§ **Task directions**
How many lines in the records below contain the word "lane"? Give only the number.

Dataset records:
↓↓↓

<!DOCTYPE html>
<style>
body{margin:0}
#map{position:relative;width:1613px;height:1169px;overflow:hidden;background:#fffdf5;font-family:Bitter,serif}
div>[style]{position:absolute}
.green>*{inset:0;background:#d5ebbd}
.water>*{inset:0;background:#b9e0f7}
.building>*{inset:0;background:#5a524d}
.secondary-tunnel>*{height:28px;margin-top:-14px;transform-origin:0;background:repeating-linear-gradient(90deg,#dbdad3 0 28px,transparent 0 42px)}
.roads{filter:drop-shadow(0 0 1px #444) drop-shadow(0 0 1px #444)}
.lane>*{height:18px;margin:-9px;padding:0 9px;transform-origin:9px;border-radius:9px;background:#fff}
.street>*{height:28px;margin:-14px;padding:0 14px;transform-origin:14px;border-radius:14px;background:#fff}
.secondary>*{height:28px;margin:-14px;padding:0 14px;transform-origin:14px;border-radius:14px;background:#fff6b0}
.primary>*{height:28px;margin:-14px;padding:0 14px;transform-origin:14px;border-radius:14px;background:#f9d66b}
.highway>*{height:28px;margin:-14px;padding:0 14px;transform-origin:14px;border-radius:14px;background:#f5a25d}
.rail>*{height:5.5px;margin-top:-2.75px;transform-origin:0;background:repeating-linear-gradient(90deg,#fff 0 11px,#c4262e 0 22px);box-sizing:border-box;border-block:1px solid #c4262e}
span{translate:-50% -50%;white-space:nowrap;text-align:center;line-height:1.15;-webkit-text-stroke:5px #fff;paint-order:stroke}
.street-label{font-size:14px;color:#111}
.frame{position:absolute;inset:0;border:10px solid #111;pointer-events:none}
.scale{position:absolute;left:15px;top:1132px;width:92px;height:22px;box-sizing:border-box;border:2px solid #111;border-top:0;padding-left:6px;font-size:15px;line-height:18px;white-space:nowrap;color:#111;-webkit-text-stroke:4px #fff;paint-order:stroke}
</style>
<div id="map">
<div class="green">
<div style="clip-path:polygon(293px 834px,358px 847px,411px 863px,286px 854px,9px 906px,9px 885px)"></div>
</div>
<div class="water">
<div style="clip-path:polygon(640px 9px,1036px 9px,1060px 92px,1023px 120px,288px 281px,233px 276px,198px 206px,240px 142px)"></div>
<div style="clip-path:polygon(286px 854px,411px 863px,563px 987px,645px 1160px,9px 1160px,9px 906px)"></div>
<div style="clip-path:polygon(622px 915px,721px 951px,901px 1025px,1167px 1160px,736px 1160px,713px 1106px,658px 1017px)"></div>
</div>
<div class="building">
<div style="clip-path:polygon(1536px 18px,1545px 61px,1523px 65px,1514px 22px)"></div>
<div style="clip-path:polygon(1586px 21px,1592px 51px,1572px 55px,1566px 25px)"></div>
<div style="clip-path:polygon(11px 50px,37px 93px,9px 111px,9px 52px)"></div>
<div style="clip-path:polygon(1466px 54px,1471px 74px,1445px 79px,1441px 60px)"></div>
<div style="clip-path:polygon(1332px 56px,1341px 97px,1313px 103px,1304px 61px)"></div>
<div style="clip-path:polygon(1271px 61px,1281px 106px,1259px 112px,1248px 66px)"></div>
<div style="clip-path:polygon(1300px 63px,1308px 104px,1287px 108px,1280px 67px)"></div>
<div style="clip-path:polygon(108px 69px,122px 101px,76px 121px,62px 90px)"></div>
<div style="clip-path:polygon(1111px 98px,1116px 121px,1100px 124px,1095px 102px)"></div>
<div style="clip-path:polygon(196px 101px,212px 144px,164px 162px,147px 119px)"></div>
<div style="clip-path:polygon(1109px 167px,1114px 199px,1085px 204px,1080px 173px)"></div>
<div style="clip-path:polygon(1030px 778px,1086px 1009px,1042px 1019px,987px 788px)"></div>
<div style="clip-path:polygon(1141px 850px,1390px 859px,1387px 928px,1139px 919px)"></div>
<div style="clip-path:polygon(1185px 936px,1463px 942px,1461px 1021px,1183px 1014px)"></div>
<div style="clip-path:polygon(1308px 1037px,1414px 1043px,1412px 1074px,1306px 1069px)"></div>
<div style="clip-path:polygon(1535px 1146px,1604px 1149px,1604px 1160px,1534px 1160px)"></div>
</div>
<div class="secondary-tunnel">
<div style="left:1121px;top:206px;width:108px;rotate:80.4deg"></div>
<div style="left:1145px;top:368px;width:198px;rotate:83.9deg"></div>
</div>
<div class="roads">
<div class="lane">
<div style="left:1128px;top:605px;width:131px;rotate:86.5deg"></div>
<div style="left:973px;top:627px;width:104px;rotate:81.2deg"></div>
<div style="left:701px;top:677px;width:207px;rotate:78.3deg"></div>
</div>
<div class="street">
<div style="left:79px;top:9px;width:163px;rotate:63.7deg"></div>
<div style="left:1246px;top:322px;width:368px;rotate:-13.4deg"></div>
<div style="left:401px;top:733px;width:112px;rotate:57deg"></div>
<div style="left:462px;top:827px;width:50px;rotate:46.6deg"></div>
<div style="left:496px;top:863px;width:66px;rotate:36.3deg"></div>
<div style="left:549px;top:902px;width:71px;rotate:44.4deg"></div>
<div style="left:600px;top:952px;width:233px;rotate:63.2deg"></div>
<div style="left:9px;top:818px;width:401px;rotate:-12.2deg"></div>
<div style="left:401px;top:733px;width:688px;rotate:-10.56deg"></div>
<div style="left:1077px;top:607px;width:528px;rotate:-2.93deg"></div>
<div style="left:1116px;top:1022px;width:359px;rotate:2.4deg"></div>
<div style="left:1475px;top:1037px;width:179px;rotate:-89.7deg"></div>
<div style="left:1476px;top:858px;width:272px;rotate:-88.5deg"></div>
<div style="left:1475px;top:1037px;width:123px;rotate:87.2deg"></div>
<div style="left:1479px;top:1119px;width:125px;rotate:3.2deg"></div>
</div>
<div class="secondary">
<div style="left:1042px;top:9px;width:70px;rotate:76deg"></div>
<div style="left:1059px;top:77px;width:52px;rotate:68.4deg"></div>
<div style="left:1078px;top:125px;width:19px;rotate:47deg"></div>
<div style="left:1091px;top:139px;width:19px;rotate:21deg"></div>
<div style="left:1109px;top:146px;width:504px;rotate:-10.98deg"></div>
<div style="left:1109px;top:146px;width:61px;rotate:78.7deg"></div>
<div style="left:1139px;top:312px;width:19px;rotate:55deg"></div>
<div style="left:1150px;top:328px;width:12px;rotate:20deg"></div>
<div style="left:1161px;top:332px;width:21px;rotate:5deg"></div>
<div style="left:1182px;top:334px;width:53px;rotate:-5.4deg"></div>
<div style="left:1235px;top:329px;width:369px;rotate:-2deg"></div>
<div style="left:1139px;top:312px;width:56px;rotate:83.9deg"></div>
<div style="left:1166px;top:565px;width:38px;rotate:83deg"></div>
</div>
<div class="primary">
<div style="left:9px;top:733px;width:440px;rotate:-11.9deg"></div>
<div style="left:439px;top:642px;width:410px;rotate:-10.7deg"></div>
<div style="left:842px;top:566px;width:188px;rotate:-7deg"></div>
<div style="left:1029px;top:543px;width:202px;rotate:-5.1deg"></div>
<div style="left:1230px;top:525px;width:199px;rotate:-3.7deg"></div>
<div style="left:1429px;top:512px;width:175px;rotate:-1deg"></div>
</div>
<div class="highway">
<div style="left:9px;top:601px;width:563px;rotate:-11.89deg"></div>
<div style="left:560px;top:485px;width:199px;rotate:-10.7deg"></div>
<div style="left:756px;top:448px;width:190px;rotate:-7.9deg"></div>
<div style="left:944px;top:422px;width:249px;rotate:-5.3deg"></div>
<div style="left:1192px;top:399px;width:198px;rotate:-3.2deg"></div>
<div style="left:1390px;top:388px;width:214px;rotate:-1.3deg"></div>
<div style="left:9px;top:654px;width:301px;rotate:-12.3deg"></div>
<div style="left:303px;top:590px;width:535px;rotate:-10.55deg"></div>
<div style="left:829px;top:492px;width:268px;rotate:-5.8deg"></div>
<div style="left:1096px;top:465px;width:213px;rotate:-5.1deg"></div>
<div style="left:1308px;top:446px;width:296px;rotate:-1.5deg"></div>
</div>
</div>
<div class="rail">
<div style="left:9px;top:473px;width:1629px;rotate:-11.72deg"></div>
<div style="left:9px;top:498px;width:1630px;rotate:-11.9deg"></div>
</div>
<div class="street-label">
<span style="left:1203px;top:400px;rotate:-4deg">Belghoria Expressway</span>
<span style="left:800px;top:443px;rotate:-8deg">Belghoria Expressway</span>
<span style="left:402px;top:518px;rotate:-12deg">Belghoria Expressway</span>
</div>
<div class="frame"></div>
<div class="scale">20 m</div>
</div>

↑↑↑

§ **Response to the exercise**
2